US 12,094,571 B2
Systems and methods for predictive molecular biomarker identification and quantification from morphology changes in histopathology tissue
Parag Jain, Palo Alto, CA (US); Rajat Roy, Saratoga, CA (US); and Bijay Shankar Jaiswal, San Mateo, CA (US)
Assigned to PATHOMIQ INC., Saratoga, CA (US)
Filed by DHRISTI INC., Saratoga, CA (US)
Filed on Feb. 11, 2021, as Appl. No. 17/174,310.
Claims priority of provisional application 62/975,172, filed on Feb. 11, 2020.
Prior Publication US 2021/0249101 A1, Aug. 12, 2021
Int. Cl. G06N 5/04 (2023.01); G06N 20/00 (2019.01); G06T 7/00 (2017.01); G06T 7/11 (2017.01); G16B 20/10 (2019.01); G16B 20/20 (2019.01); G16B 40/30 (2019.01); G16H 10/40 (2018.01); G16H 30/40 (2018.01); G16H 50/20 (2018.01); A61B 10/00 (2006.01)

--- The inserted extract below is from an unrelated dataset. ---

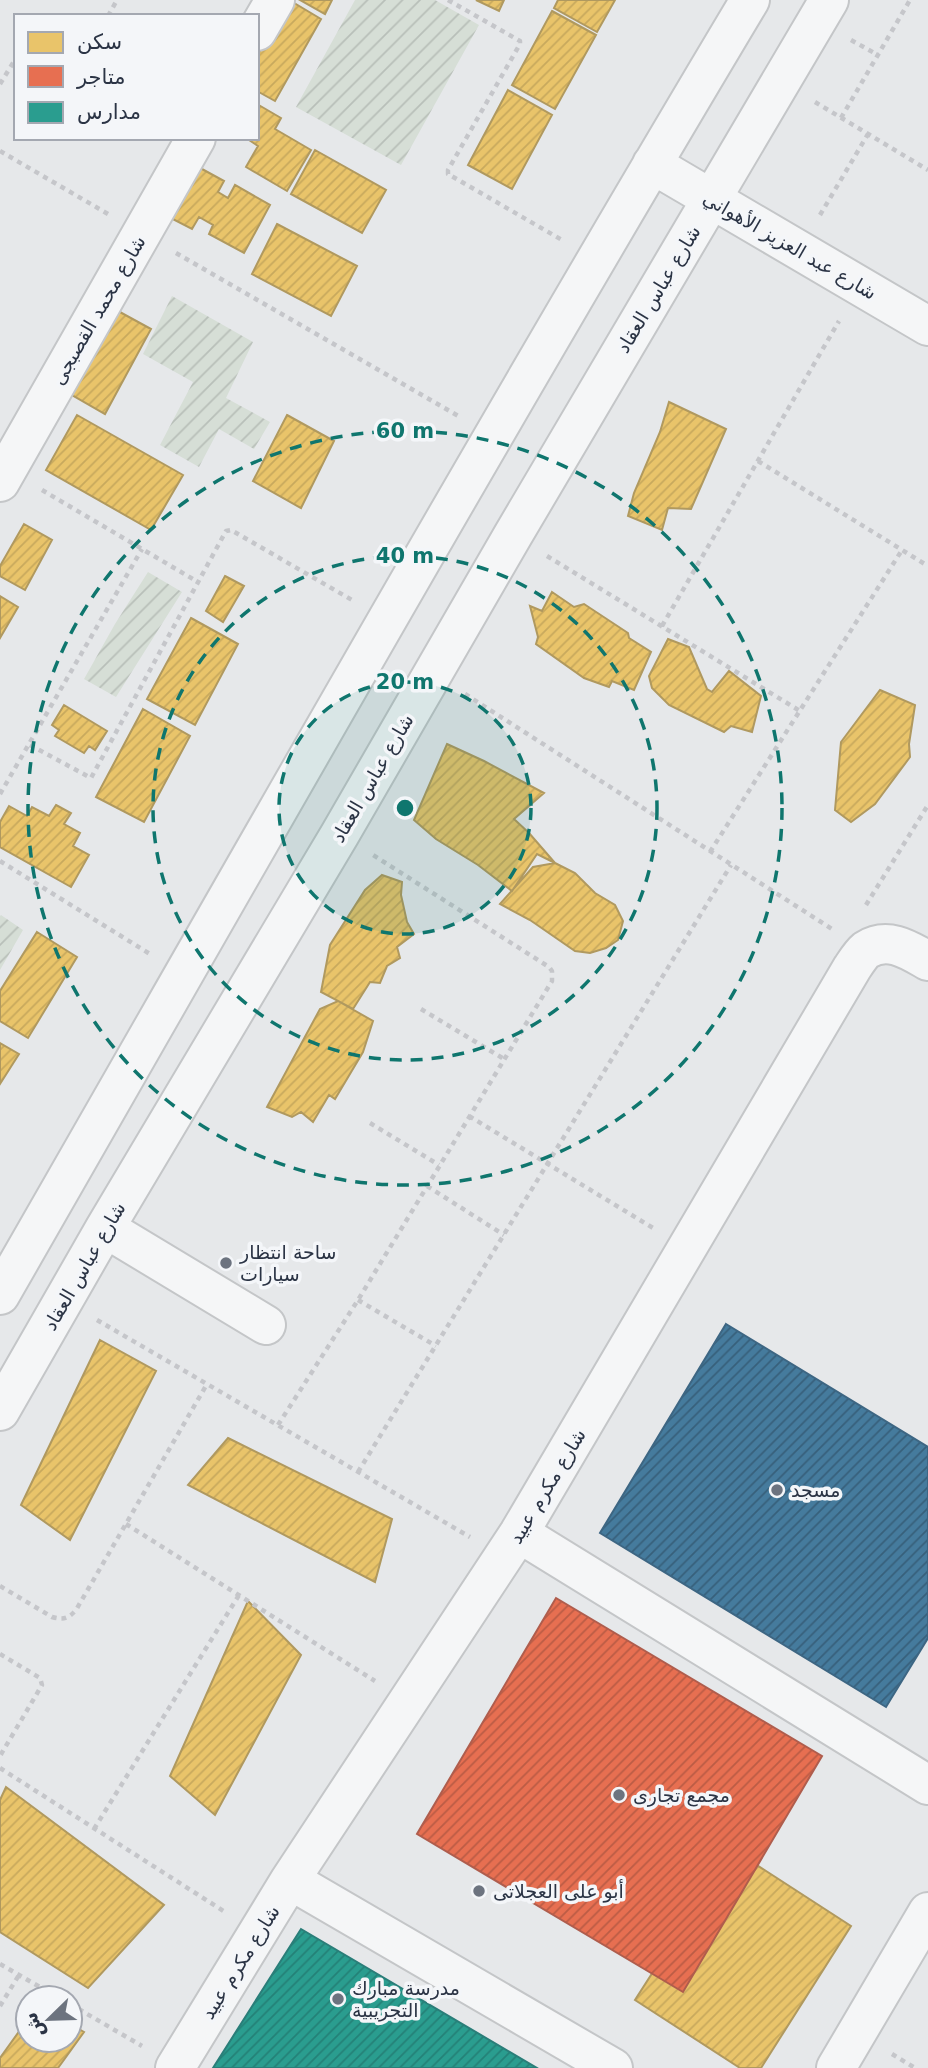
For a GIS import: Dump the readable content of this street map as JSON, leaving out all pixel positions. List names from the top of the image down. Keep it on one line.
{"streets":{"street":["شارع عبد العزيز الأهواني","شارع عباس العقاد","شارع محمد القصبجى","شارع مكرم عبيد"]},"crossings":[["شارع عبد العزيز الأهواني","شارع عباس العقاد"]],"places":["ساحة انتظار سيارات","مسجد","مجمع تجارى","أبو على العجلاتى","مدرسة مبارك التجريبية"],"legend":["سكن","متاجر","مدارس"],"north":"bottom left","rings":["60 m","40 m","20 m"]}
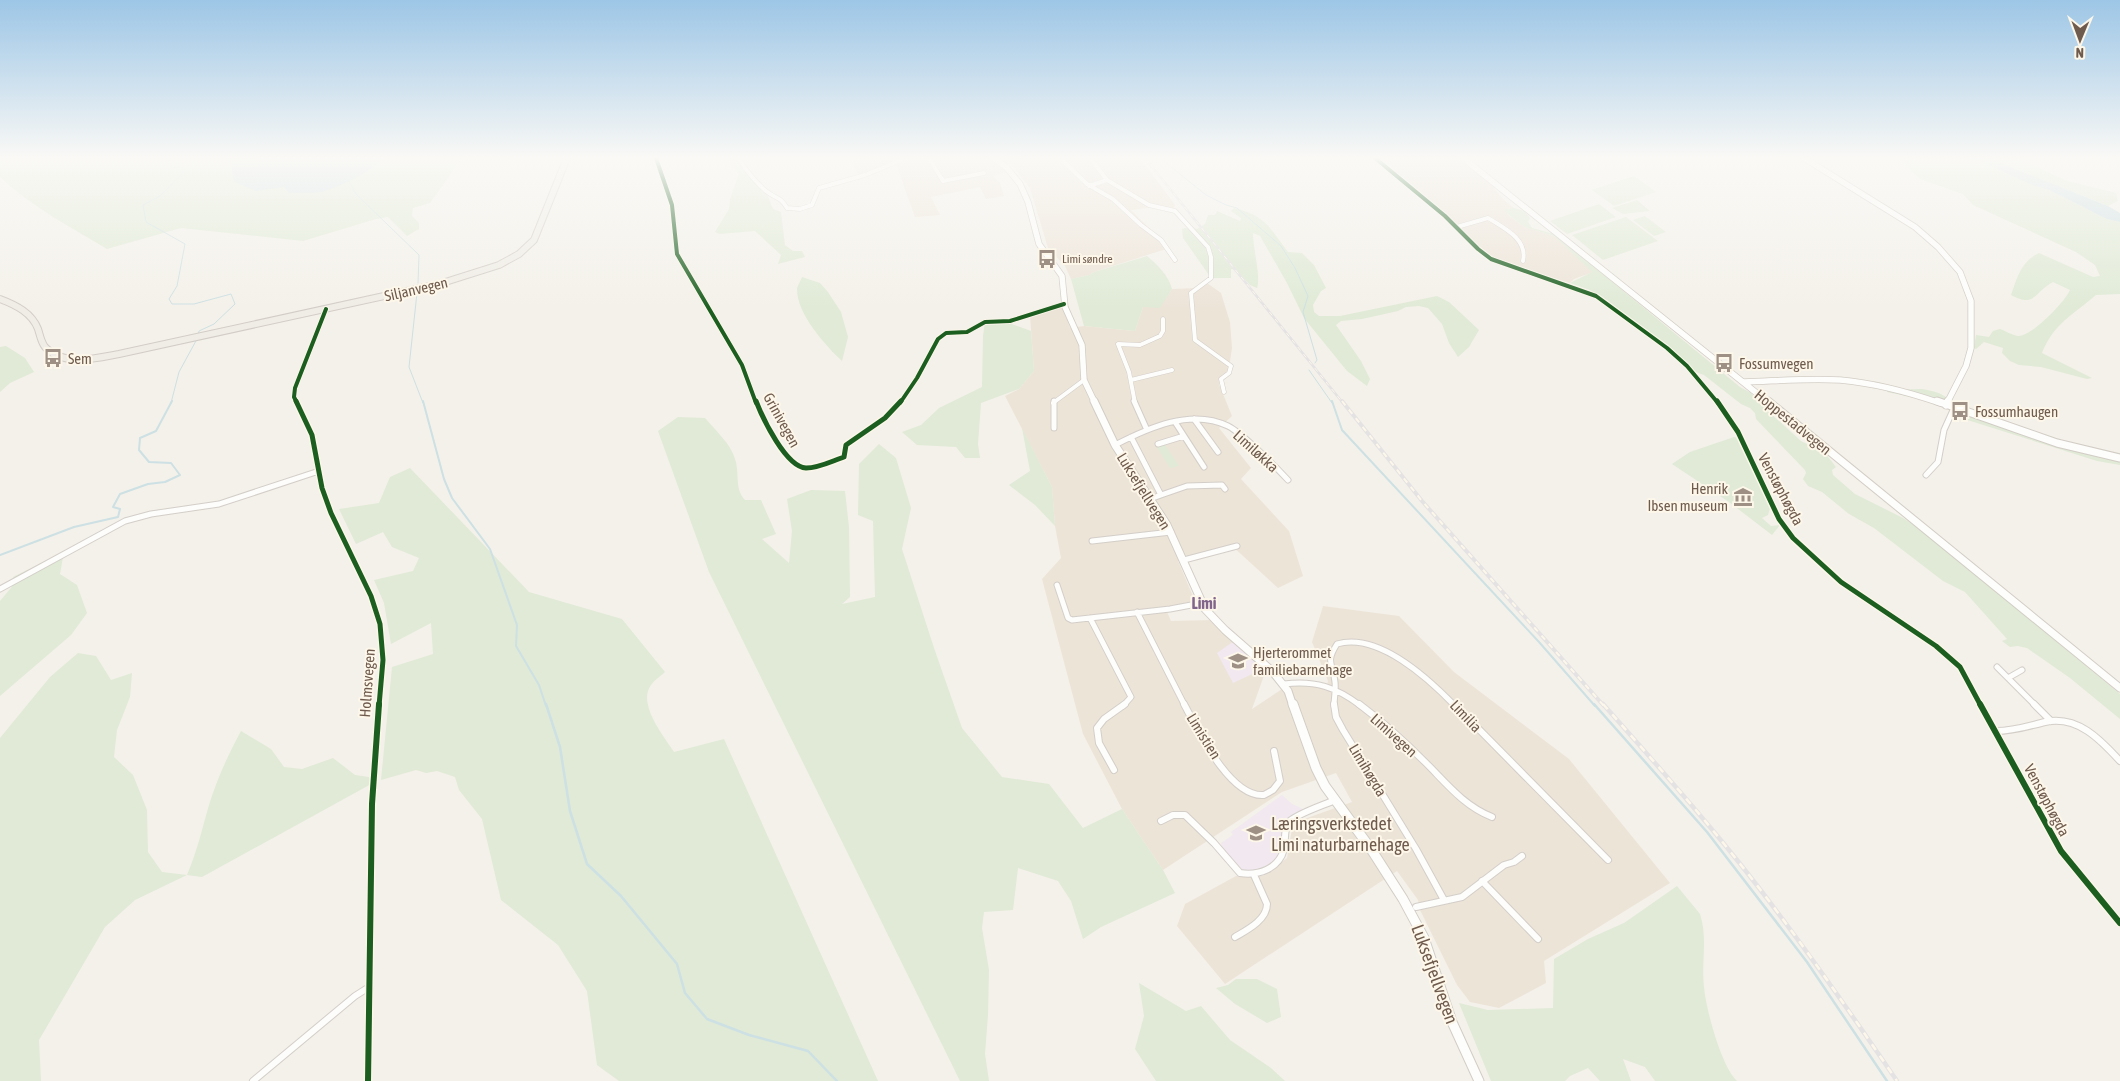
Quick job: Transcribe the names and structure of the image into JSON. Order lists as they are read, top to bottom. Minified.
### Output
{"streets":{"main road":["Siljanvegen","Hoppestadvegen","Luksefjellvegen"],"street":["Grinivegen","Limiløkka","Venstøphøgda","Holmsvegen","Limilia","Limivegen","Limistien","Limihøgda"]},"crossings":[["Siljanvegen","Holmsvegen"],["Grinivegen","Luksefjellvegen"],["Limiløkka","Luksefjellvegen"],["Luksefjellvegen","Limivegen"],["Limilia","Limivegen"],["Limilia","Limihøgda"],["Limivegen","Limihøgda"]],"districts":["Limi"],"places":{"bus stop":["Limi søndre","Sem","Fossumvegen","Fossumhaugen"],"museum":["Henrik Ibsen museum"],"school or university":["Hjerterommet familiebarnehage","Læringsverkstedet Limi naturbarnehage"]},"north":"bottom"}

CPC G16B 20/20 (2019.02) [G06N 5/04 (2013.01); G06N 20/00 (2019.01); G06T 7/0012 (2013.01); G06T 7/11 (2017.01); G16B 20/10 (2019.02); G16B 40/30 (2019.02); G16H 10/40 (2018.01); G16H 30/40 (2018.01); G16H 50/20 (2018.01); A61B 10/0041 (2013.01); G06T 2207/20081 (2013.01); G06T 2207/30024 (2013.01); G06T 2207/30096 (2013.01); G06T 2207/30204 (2013.01)] 22 Claims
OG exemplary drawing
 
1. A computer-implemented method of directly predicting molecular changes in one or more disease tissue sections from a subject, the method comprising:
analyzing molecular markers, which are predictive of tumor response and have no defined correlation with morphological features, such that the method is carried out in unsupervised manner; and
using artificial intelligence to correlate morphometric changes with critical gene modifications and molecular changes, wherein using the artificial intelligence comprises:
(i) collecting whole-slide images (WSIs) of tissue sections obtained from the subject;
(ii) feature extracting the whole-slide images into patches and corresponding vectors to generate clusters of vectors with morphologically similar patterns;
(iii) sampling the patches uniformly across each cluster to generate a batch of vectors that represent the subject's images;
(iv) generating a score between 0 and 1 for each patch based on gene status; and
(v) generating an outcome morphometric score for the subject by combining selected patches;
(vi) identifying regions of interest (ROIs) corresponding to morphological features correlated with disease outcome;
(vii) probe the ROIs with genes and protein specific probes;
(viii) identifying and quantifying RNA and proteins expressed in regions of interest (ROIs);
(ix) performing a correlation analysis between the RNA and the proteins expressed in the ROIs; and
(x) identifying biomarkers in the ROIs based on their expression or non-expression in other tissues, thereby identifying ROIs that are predictive of disease outcome.